## [EXERCISE GOAL]
Filter the entries, keeping every line with the word "number".

## [RECORD EXCERPTS]
Segment Open

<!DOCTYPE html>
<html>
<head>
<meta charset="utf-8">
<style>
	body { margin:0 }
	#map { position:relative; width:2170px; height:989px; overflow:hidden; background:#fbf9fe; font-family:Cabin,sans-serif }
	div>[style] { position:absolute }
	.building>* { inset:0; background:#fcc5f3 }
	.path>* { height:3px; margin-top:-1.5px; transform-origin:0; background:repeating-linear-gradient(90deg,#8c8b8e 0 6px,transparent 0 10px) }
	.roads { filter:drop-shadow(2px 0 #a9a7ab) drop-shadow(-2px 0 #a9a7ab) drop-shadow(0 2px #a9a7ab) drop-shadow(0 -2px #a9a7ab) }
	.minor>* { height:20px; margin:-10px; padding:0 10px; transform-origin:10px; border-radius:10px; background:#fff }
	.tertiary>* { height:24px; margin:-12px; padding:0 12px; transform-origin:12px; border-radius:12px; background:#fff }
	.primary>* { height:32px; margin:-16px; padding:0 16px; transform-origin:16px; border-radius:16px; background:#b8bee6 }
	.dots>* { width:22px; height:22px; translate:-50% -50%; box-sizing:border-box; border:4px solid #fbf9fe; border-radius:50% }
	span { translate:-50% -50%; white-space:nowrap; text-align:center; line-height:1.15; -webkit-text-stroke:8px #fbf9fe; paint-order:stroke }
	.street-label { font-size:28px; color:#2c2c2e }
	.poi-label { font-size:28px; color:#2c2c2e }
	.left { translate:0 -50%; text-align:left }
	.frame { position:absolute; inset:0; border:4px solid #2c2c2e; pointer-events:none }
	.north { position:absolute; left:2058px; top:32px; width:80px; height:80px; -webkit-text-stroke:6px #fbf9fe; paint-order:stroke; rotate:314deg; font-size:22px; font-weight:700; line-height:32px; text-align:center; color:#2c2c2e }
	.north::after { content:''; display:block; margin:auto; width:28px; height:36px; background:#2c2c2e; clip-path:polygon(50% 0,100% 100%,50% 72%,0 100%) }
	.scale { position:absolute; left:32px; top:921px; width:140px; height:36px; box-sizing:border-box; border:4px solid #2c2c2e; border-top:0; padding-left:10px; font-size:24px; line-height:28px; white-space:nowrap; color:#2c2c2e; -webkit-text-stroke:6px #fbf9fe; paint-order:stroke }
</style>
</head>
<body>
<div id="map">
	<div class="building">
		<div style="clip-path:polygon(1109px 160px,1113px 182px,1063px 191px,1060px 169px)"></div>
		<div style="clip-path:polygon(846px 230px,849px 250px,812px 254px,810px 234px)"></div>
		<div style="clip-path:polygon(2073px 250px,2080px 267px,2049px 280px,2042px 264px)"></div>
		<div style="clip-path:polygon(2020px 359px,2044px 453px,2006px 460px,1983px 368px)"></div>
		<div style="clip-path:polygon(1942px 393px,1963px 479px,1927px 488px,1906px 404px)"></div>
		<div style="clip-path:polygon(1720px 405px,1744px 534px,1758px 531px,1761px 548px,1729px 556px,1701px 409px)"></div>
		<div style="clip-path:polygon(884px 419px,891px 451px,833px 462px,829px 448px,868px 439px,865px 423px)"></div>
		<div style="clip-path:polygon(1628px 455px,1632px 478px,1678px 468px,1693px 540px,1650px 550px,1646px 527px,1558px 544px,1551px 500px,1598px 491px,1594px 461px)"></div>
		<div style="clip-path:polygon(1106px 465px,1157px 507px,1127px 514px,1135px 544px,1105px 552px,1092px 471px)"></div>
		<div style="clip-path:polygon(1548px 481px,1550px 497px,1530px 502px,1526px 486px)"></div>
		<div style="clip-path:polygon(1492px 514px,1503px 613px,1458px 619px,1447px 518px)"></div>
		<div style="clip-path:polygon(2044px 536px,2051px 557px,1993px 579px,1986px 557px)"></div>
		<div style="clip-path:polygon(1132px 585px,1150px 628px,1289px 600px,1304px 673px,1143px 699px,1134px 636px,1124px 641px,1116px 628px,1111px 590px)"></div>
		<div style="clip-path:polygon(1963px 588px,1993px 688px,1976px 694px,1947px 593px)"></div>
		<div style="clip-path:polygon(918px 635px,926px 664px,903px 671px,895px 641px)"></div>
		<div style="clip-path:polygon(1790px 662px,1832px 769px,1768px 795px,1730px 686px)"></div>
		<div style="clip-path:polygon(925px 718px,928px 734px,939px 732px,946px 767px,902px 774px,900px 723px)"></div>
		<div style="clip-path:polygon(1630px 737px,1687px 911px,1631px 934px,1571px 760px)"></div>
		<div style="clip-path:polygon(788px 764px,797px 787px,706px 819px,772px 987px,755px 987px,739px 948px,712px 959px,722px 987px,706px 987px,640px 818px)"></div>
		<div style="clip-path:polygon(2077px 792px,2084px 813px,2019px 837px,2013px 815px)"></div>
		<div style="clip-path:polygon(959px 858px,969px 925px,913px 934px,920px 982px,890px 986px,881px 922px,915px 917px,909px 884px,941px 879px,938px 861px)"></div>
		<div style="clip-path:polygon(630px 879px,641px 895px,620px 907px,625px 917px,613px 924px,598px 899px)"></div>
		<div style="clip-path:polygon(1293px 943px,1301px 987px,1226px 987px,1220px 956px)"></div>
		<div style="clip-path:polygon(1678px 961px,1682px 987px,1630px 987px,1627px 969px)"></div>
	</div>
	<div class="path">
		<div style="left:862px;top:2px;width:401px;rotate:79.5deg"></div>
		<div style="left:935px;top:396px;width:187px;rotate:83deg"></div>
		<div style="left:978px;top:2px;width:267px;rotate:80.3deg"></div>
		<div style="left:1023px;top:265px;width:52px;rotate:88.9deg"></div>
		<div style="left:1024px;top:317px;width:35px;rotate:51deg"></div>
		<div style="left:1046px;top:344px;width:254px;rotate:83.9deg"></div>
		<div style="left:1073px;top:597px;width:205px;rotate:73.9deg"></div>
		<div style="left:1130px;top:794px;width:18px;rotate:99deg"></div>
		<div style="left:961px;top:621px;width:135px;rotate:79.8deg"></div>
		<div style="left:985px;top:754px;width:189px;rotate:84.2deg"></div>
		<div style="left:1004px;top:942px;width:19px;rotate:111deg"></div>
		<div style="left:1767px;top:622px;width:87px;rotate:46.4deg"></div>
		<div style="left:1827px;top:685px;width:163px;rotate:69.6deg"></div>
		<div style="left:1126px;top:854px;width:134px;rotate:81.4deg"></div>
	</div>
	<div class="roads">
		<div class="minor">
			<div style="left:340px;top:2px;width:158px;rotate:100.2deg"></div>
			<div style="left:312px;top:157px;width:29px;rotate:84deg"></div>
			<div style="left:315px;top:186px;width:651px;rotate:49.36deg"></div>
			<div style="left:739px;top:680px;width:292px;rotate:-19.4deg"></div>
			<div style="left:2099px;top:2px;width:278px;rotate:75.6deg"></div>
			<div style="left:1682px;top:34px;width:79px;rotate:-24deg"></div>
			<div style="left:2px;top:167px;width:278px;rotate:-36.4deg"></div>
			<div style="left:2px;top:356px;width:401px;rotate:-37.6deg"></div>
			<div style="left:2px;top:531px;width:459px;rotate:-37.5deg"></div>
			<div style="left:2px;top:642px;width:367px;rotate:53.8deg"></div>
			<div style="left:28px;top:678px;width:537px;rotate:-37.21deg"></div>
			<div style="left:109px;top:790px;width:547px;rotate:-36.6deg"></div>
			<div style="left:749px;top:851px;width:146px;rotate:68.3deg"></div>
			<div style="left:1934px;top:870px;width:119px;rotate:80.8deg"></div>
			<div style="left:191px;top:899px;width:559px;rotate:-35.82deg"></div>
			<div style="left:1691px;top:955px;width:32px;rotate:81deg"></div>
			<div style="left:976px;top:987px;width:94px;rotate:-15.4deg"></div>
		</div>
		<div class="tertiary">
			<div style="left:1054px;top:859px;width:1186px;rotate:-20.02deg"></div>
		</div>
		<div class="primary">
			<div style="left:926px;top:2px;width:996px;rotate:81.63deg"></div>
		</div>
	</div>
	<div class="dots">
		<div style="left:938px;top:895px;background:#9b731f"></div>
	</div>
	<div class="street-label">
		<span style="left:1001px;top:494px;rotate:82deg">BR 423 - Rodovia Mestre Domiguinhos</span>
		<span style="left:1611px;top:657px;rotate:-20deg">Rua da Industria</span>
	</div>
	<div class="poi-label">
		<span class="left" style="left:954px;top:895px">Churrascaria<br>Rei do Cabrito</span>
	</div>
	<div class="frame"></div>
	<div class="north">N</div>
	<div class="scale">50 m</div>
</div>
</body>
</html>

Segment Closed
Segment Open

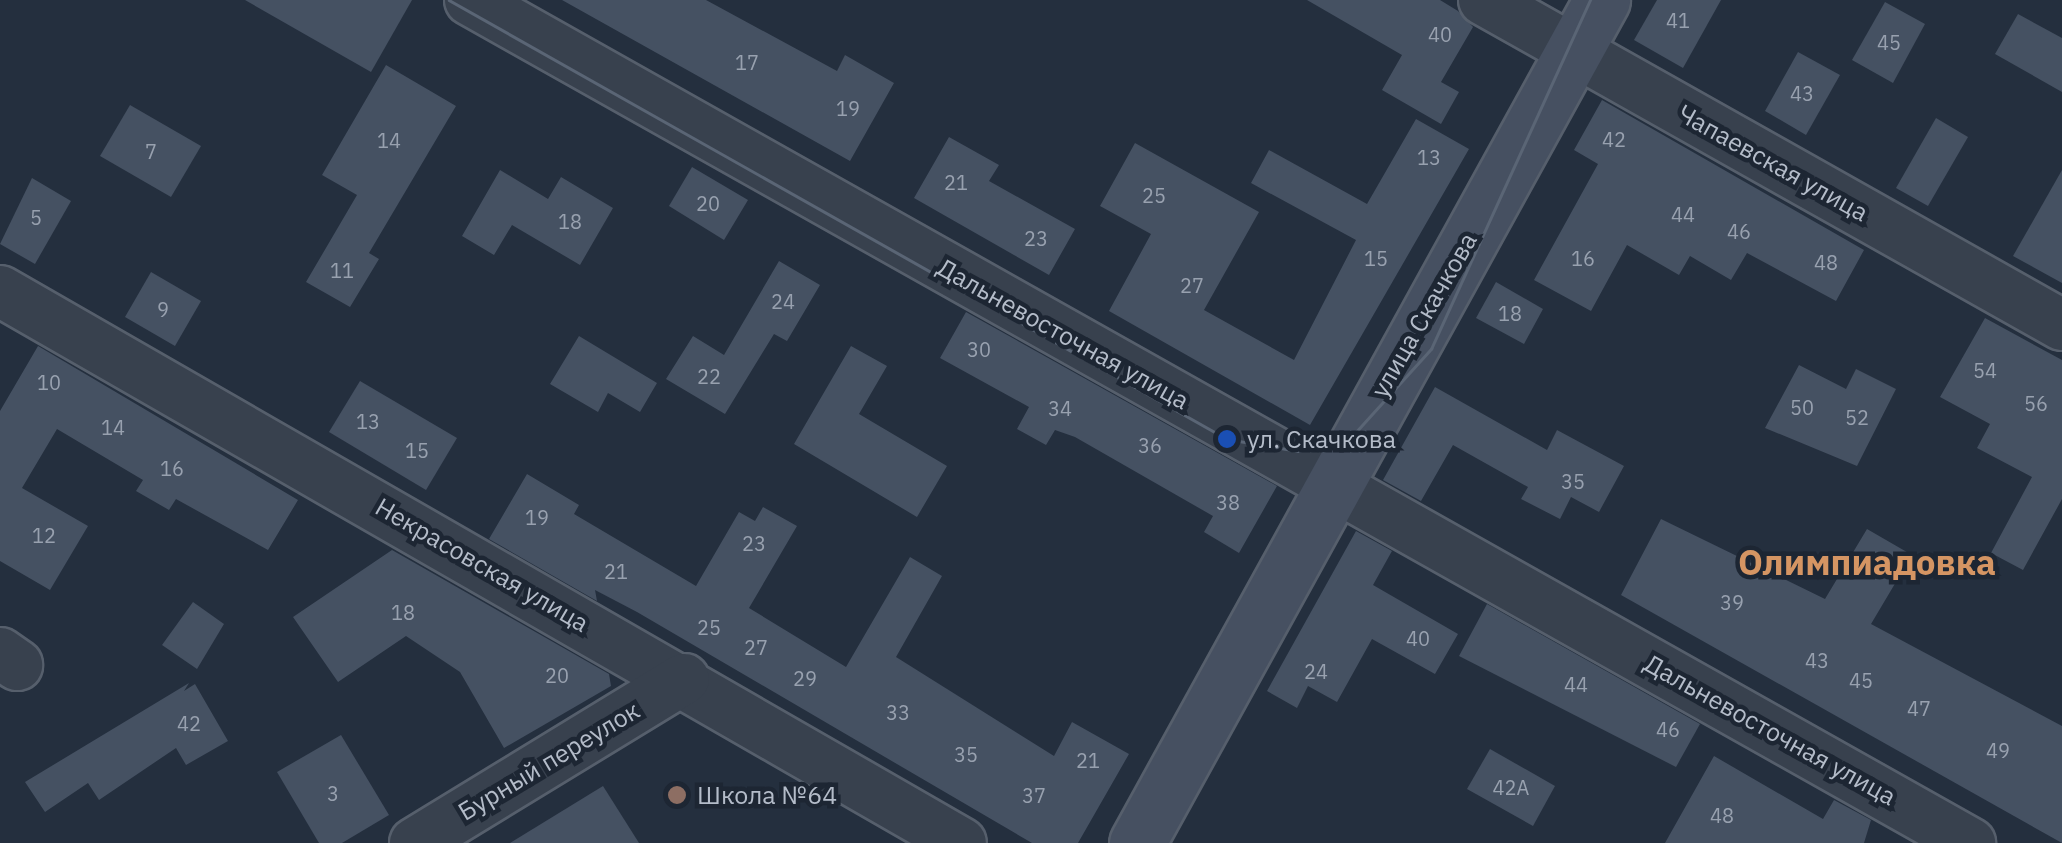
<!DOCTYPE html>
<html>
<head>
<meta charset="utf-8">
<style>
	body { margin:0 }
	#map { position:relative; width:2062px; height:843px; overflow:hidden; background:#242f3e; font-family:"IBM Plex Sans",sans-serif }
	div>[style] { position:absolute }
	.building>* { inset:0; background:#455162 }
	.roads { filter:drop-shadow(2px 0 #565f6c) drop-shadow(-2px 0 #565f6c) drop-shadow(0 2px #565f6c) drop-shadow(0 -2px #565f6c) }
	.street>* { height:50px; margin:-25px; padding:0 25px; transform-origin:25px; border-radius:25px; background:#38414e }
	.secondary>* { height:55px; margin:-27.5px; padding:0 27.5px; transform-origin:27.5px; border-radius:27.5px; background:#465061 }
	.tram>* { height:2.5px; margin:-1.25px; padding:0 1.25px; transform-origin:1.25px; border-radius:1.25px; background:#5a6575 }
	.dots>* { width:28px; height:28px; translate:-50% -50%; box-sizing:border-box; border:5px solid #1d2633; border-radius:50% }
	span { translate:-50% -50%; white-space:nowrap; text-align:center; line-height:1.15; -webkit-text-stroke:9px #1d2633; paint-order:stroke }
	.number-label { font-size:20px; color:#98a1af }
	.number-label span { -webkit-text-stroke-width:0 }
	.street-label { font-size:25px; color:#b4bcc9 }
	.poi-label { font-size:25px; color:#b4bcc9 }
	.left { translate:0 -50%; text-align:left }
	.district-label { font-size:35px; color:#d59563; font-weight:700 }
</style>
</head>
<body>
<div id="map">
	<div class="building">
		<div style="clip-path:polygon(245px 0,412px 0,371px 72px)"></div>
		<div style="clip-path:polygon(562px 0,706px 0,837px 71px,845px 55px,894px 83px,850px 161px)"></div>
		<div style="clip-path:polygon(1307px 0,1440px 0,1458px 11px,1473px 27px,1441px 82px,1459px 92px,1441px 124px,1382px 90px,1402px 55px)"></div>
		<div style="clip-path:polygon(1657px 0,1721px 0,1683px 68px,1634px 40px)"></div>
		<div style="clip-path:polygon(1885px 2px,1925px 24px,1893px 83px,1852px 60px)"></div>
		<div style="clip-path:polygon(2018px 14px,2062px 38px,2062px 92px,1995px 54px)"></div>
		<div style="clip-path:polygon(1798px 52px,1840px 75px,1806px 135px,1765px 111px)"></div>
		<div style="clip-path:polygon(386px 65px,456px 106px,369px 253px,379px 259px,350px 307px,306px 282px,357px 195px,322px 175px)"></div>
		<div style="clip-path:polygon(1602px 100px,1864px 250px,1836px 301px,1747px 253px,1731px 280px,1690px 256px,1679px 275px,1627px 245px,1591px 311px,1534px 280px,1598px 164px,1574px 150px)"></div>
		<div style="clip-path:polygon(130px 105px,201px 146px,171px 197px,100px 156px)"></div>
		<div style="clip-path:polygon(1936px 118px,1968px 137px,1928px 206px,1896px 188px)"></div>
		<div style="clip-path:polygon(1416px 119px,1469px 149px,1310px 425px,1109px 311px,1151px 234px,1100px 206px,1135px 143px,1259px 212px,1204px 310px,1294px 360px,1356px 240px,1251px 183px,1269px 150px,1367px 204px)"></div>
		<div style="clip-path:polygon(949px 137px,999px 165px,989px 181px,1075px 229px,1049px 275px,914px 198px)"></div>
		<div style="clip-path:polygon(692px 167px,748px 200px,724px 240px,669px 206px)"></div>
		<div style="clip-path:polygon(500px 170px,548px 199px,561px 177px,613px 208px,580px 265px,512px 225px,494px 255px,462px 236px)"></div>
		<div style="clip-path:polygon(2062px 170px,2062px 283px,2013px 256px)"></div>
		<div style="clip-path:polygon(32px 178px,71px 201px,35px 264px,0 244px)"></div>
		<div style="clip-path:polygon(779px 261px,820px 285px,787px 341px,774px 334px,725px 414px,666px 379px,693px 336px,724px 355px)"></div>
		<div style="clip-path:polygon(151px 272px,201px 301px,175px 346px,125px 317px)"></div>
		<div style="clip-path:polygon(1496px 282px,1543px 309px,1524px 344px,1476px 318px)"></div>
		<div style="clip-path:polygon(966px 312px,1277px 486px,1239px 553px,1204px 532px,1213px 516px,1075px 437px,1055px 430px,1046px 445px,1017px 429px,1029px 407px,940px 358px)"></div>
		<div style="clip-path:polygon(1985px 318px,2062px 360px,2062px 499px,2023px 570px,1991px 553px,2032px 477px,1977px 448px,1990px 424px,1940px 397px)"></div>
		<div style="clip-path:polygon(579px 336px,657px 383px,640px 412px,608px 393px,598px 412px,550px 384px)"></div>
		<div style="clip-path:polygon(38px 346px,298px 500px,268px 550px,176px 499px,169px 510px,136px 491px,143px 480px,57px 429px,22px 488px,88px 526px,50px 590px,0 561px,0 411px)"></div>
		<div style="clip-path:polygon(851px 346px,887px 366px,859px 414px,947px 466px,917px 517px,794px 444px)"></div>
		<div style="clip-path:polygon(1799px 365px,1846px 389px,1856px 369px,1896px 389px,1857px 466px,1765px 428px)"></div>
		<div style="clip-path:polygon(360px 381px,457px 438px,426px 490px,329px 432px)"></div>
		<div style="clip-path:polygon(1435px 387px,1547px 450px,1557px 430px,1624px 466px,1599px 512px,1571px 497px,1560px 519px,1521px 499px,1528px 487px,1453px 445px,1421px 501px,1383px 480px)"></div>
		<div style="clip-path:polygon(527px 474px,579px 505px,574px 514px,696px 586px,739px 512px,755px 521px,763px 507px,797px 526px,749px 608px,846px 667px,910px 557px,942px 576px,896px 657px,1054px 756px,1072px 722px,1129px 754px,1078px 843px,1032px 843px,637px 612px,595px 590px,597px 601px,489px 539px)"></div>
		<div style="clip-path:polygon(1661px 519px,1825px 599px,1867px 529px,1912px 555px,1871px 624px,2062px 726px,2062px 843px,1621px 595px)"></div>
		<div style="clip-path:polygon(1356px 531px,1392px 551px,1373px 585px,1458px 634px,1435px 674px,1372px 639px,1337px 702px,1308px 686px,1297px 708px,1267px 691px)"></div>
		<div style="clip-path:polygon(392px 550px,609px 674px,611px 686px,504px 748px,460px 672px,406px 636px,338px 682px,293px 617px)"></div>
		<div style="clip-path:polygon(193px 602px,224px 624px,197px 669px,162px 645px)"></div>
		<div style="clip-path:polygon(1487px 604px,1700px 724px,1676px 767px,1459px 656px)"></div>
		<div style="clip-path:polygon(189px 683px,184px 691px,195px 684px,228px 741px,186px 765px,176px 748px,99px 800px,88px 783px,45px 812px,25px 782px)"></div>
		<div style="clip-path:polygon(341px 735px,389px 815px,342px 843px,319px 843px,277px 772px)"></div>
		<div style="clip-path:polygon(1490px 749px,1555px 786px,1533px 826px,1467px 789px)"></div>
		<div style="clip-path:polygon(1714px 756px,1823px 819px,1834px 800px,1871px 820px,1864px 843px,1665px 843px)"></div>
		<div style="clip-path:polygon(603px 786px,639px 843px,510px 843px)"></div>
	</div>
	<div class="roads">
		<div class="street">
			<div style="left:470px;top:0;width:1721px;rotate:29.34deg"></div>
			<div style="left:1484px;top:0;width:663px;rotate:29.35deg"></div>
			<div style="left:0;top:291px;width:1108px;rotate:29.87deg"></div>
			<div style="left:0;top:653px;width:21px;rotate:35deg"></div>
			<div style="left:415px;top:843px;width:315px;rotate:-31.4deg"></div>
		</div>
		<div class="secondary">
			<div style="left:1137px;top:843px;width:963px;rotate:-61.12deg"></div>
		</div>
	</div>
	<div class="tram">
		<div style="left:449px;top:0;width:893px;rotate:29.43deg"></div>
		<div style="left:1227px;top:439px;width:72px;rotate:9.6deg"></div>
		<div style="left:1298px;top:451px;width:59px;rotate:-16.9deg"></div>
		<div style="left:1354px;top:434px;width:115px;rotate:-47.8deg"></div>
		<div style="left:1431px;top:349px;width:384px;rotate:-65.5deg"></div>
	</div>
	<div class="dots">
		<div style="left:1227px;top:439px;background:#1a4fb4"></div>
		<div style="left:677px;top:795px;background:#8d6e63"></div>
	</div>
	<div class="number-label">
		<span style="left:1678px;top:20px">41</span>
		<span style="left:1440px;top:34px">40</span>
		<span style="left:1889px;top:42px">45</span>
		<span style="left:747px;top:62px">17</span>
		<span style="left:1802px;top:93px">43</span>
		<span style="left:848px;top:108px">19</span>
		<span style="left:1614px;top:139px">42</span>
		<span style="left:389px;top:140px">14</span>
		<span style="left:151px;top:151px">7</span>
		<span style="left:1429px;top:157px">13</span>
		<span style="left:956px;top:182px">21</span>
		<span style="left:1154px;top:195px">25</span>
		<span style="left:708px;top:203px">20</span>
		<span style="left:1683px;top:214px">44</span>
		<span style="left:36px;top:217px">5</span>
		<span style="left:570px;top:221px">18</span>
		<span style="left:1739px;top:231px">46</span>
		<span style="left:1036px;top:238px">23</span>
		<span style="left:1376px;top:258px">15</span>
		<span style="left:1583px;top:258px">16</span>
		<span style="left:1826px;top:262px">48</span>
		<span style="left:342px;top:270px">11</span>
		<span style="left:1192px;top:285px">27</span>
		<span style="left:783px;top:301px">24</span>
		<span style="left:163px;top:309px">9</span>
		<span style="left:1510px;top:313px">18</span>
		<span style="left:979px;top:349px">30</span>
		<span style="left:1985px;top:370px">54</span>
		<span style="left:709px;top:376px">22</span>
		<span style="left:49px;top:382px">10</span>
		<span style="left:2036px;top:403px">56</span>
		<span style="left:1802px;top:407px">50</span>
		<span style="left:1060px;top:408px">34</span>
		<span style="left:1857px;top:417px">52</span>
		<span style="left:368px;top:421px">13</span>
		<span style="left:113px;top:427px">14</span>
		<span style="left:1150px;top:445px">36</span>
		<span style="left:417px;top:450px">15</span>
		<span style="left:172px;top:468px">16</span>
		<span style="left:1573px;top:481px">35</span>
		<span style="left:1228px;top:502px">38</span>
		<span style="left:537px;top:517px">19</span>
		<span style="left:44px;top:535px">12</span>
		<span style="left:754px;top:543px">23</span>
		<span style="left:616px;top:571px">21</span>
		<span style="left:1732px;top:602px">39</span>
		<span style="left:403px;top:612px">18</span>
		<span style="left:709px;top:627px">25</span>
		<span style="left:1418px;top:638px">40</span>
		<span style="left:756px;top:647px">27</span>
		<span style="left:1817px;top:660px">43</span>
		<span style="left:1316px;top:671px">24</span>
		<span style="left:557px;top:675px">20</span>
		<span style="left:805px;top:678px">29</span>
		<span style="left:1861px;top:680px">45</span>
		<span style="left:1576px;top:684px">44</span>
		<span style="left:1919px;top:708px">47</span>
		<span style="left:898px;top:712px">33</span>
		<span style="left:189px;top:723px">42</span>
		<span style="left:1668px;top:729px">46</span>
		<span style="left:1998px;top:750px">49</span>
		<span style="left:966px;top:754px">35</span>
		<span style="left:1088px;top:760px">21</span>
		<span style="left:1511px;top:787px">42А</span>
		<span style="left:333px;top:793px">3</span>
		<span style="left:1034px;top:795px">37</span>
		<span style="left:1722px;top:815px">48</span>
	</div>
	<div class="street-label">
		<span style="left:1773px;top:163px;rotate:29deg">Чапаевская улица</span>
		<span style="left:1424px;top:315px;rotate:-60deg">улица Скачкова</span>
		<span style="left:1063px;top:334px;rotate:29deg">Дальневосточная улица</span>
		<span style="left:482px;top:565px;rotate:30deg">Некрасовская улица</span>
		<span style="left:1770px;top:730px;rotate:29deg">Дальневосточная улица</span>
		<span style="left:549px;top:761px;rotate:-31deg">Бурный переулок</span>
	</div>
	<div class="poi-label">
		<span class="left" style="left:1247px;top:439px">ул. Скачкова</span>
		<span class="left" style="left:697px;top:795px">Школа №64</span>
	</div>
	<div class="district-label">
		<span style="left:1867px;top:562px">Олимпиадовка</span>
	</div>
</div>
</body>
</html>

Segment Closed

## [ANSWER TO THIS TASK]
	.number-label { font-size:20px; color:#98a1af }
	.number-label span { -webkit-text-stroke-width:0 }
	<div class="number-label">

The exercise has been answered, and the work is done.